DIRECTIONS FOR THIS TASK
Report how many lines of the entries below contain the word "list", and nothing more.

(Collected data)
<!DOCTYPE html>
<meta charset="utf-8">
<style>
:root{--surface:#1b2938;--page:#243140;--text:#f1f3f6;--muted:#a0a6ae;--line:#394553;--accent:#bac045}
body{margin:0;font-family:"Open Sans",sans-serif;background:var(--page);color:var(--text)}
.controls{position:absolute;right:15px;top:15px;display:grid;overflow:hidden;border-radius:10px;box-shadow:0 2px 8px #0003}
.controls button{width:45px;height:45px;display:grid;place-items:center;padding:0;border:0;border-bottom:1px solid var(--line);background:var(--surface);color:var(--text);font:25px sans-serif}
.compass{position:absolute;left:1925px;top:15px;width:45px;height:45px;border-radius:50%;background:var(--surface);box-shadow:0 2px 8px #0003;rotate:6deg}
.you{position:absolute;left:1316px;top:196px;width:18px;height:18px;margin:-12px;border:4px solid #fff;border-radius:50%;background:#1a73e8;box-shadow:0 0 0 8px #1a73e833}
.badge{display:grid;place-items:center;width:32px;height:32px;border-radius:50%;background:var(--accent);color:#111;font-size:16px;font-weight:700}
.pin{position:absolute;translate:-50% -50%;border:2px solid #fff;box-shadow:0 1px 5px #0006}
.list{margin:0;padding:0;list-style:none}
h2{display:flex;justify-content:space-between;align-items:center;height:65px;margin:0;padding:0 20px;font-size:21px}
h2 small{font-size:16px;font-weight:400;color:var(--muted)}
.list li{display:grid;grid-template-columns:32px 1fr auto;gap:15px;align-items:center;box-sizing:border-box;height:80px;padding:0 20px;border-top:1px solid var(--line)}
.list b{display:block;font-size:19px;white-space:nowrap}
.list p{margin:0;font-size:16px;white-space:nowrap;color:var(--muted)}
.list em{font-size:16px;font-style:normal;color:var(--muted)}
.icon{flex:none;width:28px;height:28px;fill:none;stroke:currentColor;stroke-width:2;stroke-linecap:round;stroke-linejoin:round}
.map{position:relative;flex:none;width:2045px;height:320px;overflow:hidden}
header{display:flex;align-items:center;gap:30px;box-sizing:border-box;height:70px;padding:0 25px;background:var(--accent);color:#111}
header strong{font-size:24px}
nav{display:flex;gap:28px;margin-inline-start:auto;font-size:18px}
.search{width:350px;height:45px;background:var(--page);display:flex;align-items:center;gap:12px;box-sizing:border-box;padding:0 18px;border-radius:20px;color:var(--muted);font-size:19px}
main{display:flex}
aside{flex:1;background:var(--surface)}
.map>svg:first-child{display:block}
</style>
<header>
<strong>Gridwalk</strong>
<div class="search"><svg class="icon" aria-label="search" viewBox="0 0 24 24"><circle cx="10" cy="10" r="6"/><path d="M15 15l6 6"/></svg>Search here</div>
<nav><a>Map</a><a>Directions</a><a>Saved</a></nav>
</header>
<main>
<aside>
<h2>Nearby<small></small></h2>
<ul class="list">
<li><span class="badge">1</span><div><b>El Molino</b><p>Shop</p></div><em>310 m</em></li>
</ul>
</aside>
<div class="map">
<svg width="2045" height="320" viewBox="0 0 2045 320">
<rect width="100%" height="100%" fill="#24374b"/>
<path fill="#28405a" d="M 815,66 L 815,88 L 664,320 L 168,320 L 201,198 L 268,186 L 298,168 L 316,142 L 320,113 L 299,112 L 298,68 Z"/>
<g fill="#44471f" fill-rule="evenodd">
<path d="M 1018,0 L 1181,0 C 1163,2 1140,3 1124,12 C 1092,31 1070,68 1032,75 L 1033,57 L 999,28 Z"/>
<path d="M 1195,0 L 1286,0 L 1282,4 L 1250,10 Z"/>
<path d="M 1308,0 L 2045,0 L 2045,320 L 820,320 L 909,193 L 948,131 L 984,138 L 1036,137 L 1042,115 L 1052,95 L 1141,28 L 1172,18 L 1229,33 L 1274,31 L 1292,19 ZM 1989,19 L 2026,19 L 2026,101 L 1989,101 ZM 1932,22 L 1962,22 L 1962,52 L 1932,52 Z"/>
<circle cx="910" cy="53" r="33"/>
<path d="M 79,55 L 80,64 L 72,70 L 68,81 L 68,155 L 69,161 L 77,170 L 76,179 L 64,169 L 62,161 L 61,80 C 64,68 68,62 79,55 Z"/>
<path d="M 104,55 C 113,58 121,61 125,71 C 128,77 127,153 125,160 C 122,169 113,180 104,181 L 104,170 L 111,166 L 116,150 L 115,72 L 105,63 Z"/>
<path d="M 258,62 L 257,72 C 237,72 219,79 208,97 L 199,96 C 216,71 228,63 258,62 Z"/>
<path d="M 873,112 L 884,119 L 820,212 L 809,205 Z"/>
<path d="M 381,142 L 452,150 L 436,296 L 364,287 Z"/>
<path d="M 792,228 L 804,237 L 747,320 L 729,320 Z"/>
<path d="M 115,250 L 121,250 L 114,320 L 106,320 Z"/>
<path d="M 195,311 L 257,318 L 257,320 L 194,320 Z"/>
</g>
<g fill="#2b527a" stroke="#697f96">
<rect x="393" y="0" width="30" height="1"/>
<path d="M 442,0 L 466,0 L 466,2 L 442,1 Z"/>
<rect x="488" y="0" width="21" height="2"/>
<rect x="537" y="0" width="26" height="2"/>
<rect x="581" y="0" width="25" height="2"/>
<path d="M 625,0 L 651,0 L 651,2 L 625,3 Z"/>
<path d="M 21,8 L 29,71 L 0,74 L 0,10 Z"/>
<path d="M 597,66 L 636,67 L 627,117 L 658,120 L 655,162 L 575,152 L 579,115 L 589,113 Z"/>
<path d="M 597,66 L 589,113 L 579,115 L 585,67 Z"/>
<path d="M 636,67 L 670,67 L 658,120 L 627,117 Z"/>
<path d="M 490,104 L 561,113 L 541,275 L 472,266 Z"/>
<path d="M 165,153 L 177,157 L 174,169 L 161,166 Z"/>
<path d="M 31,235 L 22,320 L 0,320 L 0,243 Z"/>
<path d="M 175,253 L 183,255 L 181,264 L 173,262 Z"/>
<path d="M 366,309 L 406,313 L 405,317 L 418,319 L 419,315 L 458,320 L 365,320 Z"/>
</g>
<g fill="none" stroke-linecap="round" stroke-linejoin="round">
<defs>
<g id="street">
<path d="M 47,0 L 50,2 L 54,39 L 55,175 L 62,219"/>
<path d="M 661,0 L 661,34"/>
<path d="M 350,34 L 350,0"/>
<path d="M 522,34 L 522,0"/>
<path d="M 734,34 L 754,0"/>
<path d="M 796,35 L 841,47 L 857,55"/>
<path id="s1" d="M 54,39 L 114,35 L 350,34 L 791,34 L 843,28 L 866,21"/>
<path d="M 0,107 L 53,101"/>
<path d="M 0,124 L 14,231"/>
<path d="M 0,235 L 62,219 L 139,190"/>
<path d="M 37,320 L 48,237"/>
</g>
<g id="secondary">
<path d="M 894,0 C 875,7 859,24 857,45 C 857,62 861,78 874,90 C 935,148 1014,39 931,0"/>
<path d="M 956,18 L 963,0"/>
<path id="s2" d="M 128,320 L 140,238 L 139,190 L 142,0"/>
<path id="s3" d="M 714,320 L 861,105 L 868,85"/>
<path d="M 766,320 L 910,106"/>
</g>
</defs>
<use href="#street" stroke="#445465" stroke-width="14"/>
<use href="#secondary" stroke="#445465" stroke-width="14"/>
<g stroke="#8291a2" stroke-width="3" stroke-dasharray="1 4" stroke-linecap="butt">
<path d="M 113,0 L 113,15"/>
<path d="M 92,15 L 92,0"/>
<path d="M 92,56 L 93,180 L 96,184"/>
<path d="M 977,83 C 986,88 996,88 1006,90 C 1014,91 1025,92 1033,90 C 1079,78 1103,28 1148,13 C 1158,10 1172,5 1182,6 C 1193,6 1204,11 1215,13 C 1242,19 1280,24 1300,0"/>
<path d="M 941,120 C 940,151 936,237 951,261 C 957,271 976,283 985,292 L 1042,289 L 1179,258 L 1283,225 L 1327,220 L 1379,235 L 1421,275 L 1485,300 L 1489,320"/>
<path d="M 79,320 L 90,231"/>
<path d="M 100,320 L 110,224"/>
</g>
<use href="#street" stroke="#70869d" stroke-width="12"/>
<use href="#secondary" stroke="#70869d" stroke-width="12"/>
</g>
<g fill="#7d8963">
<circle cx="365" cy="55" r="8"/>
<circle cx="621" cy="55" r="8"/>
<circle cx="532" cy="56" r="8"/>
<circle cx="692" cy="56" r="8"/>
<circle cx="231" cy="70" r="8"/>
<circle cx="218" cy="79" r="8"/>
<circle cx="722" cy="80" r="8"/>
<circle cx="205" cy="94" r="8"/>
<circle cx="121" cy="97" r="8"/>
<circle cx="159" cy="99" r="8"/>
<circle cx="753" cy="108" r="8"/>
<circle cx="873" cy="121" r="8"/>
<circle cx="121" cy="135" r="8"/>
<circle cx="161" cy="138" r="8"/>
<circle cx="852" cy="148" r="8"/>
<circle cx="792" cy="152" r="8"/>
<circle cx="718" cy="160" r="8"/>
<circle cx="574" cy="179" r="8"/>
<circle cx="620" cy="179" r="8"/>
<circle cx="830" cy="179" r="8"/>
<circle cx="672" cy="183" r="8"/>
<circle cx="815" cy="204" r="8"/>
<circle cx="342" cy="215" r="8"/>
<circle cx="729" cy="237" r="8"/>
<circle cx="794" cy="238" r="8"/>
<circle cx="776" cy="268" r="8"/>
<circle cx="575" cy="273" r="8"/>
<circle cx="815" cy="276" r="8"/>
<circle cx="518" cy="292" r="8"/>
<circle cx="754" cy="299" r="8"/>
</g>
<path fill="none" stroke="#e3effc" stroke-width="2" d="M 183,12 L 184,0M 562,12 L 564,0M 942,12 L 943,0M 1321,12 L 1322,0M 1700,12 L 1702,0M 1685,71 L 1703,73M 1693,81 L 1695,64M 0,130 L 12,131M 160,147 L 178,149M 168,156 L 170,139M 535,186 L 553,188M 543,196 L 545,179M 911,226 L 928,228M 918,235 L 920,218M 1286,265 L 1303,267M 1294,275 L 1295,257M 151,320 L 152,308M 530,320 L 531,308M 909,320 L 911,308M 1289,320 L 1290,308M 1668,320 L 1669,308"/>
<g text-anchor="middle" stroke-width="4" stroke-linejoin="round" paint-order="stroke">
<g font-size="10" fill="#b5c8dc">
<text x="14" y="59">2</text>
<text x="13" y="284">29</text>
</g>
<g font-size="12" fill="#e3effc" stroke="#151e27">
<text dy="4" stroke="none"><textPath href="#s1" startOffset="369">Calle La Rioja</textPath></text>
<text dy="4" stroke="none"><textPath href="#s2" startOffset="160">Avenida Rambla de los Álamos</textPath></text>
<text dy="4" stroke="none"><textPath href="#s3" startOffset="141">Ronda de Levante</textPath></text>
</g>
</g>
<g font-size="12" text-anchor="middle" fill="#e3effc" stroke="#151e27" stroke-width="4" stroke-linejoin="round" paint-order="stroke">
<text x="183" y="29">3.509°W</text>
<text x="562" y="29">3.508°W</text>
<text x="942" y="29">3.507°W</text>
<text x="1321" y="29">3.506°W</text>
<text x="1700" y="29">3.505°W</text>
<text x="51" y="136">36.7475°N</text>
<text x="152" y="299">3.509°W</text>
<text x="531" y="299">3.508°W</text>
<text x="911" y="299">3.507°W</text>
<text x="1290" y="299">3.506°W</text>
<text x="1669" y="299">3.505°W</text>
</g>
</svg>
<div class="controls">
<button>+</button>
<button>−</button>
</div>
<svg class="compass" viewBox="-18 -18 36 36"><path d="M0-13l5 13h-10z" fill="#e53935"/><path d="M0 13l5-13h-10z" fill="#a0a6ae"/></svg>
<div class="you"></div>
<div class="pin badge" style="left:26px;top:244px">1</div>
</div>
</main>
==
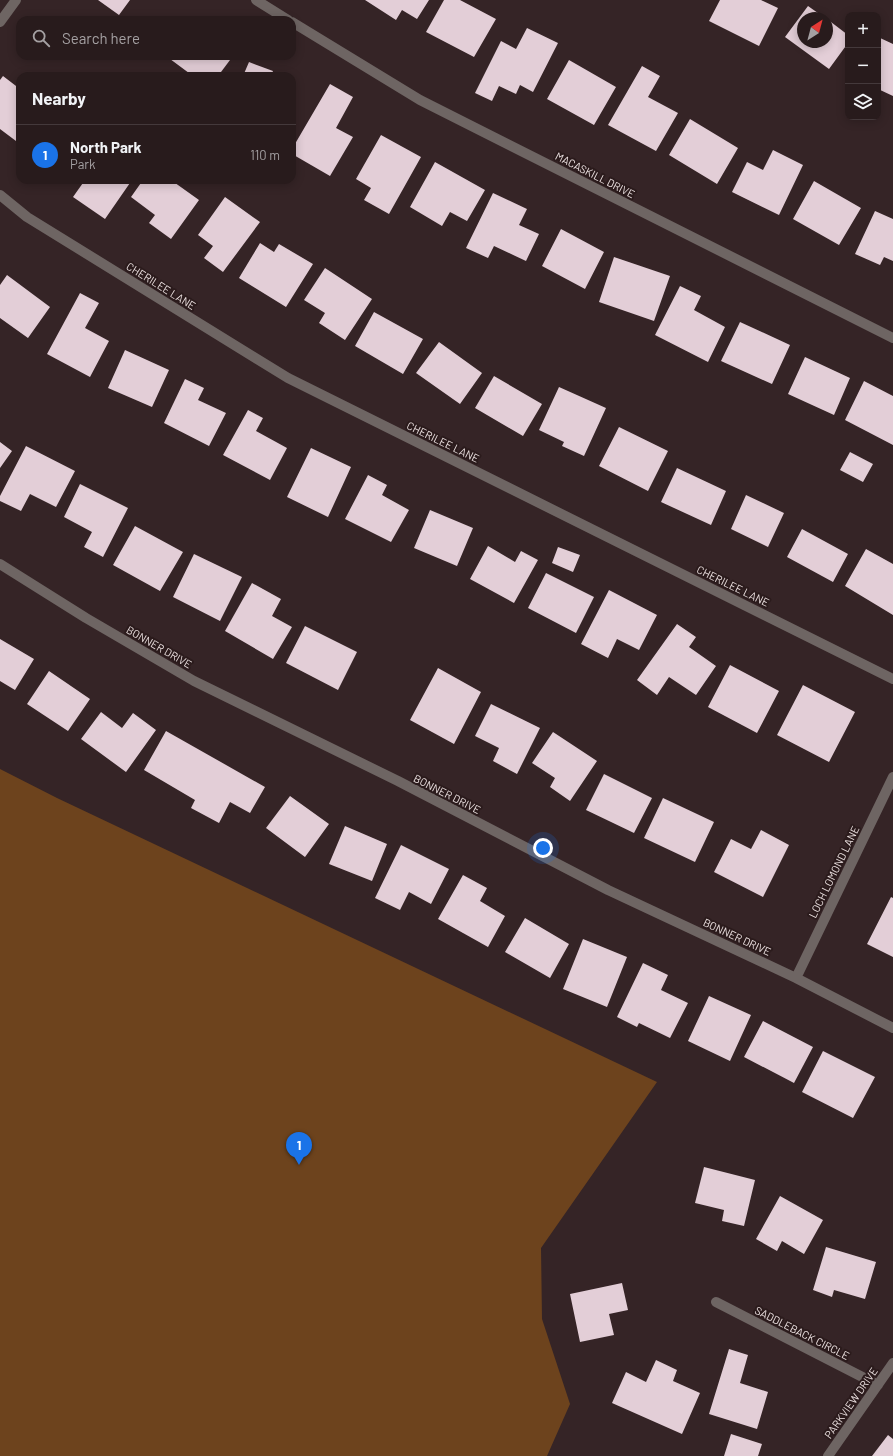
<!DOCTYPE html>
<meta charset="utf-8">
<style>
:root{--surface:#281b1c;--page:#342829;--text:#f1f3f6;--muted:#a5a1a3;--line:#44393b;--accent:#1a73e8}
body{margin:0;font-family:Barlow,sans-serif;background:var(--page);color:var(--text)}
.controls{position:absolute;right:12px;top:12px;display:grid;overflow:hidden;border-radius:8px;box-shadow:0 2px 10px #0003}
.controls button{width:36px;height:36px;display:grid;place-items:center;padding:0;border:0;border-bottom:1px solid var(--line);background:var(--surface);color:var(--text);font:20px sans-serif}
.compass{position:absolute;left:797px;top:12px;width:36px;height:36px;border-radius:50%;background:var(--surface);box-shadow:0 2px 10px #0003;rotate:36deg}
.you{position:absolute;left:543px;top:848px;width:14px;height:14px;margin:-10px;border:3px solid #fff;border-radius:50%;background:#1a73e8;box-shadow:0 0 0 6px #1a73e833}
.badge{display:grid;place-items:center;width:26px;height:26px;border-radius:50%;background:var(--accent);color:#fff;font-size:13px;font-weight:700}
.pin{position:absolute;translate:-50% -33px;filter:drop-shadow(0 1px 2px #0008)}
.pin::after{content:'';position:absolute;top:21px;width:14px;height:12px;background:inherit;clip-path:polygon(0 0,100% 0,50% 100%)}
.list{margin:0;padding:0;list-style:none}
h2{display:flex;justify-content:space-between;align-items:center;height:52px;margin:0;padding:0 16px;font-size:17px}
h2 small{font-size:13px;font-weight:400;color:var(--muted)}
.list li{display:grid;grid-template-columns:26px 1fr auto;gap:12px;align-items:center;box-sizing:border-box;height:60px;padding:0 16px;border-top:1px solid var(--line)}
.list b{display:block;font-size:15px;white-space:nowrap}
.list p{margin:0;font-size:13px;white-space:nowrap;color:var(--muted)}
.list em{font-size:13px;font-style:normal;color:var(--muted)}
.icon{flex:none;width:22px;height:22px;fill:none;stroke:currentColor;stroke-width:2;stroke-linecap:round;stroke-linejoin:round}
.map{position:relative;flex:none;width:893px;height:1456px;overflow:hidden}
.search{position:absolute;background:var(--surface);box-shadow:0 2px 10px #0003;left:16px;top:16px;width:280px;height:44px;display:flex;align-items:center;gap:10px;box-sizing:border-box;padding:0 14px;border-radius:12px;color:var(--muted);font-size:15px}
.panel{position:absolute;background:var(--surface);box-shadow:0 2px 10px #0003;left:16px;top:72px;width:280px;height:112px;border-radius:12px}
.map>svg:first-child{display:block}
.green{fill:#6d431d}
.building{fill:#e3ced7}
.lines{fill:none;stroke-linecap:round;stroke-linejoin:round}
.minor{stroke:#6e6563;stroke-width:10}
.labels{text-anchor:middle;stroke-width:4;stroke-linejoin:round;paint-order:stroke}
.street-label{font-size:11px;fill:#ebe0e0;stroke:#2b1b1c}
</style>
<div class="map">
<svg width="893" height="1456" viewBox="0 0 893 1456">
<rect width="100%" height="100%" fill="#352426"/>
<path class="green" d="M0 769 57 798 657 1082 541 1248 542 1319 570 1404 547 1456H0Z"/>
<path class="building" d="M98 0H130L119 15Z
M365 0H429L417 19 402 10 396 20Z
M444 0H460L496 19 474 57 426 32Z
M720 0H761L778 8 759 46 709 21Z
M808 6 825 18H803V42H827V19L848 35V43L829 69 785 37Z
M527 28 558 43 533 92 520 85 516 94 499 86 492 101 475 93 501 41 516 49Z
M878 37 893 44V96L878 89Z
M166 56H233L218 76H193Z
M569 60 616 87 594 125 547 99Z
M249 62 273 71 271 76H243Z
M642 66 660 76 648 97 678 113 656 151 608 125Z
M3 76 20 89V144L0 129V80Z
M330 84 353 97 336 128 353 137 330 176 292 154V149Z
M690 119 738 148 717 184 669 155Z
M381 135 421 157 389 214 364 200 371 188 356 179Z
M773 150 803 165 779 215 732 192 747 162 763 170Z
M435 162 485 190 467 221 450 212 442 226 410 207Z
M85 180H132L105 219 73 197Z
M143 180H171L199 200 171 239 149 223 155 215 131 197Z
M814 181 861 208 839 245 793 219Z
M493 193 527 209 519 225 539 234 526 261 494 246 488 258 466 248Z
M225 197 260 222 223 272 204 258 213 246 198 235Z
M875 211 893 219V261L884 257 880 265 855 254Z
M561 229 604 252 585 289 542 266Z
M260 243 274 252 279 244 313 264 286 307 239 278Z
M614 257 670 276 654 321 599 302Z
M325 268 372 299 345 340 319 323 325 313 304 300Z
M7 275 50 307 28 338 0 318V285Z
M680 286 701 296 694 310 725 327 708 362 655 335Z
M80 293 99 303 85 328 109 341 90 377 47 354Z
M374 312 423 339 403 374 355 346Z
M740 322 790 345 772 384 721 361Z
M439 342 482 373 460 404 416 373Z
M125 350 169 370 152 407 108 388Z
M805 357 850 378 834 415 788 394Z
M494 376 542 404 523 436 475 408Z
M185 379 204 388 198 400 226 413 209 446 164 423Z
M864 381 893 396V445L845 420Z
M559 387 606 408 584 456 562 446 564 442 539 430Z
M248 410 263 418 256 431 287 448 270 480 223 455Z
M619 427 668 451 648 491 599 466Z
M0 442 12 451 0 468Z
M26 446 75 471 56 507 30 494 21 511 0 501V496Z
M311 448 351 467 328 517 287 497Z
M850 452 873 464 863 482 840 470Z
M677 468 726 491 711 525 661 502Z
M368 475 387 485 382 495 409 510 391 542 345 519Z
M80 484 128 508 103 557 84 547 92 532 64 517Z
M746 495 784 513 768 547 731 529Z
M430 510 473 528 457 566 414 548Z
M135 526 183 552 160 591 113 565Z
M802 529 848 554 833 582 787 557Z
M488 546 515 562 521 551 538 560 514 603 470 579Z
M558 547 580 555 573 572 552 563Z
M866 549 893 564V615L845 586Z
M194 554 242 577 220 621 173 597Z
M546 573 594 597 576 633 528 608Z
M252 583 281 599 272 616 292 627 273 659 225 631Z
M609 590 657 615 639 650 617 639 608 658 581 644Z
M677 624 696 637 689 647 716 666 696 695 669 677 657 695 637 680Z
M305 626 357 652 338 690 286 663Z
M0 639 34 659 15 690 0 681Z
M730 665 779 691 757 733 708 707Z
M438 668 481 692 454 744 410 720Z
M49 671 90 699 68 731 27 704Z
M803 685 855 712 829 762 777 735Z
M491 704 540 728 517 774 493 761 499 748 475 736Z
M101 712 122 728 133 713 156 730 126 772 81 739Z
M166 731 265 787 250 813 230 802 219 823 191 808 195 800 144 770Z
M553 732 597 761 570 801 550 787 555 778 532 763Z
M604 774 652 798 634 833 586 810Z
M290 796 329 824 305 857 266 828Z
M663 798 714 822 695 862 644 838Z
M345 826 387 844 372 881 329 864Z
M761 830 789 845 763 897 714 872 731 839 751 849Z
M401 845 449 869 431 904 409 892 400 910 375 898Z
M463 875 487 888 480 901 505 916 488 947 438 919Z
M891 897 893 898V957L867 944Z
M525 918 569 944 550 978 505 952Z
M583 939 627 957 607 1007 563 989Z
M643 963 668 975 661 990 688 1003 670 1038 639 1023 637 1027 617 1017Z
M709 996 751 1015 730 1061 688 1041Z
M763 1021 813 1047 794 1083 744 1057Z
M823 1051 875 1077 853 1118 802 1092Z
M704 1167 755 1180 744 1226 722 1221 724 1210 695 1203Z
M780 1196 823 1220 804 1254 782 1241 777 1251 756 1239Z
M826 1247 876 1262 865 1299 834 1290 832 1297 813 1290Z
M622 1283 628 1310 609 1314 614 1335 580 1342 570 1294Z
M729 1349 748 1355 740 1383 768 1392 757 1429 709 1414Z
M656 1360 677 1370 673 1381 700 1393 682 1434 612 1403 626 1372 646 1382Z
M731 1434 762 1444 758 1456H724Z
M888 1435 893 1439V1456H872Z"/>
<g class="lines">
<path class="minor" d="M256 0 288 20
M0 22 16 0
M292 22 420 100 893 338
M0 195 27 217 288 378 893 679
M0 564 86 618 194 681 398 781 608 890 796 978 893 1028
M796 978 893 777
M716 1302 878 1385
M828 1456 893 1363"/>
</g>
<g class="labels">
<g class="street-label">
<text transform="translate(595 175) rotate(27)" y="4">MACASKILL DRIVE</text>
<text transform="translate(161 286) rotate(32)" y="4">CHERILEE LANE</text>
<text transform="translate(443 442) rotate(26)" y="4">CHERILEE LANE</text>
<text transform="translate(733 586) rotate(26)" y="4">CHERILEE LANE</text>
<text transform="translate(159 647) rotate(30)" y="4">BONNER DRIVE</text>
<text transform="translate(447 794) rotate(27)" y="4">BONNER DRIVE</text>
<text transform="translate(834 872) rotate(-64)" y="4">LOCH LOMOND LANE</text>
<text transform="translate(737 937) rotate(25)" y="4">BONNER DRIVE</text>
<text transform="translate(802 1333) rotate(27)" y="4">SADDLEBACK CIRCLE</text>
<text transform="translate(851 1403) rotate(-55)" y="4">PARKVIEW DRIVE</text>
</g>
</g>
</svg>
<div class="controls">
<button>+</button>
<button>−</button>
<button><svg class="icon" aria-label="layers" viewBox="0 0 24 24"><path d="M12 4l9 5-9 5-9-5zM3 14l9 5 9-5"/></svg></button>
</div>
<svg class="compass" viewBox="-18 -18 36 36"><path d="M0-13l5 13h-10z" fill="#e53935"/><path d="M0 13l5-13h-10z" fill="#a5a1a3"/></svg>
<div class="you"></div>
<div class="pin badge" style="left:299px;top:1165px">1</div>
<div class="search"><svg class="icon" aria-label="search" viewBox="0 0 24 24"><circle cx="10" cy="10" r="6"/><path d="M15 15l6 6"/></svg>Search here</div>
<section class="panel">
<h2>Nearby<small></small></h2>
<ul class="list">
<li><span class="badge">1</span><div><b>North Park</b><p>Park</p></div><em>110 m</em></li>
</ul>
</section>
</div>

EXERCISE RESULT
12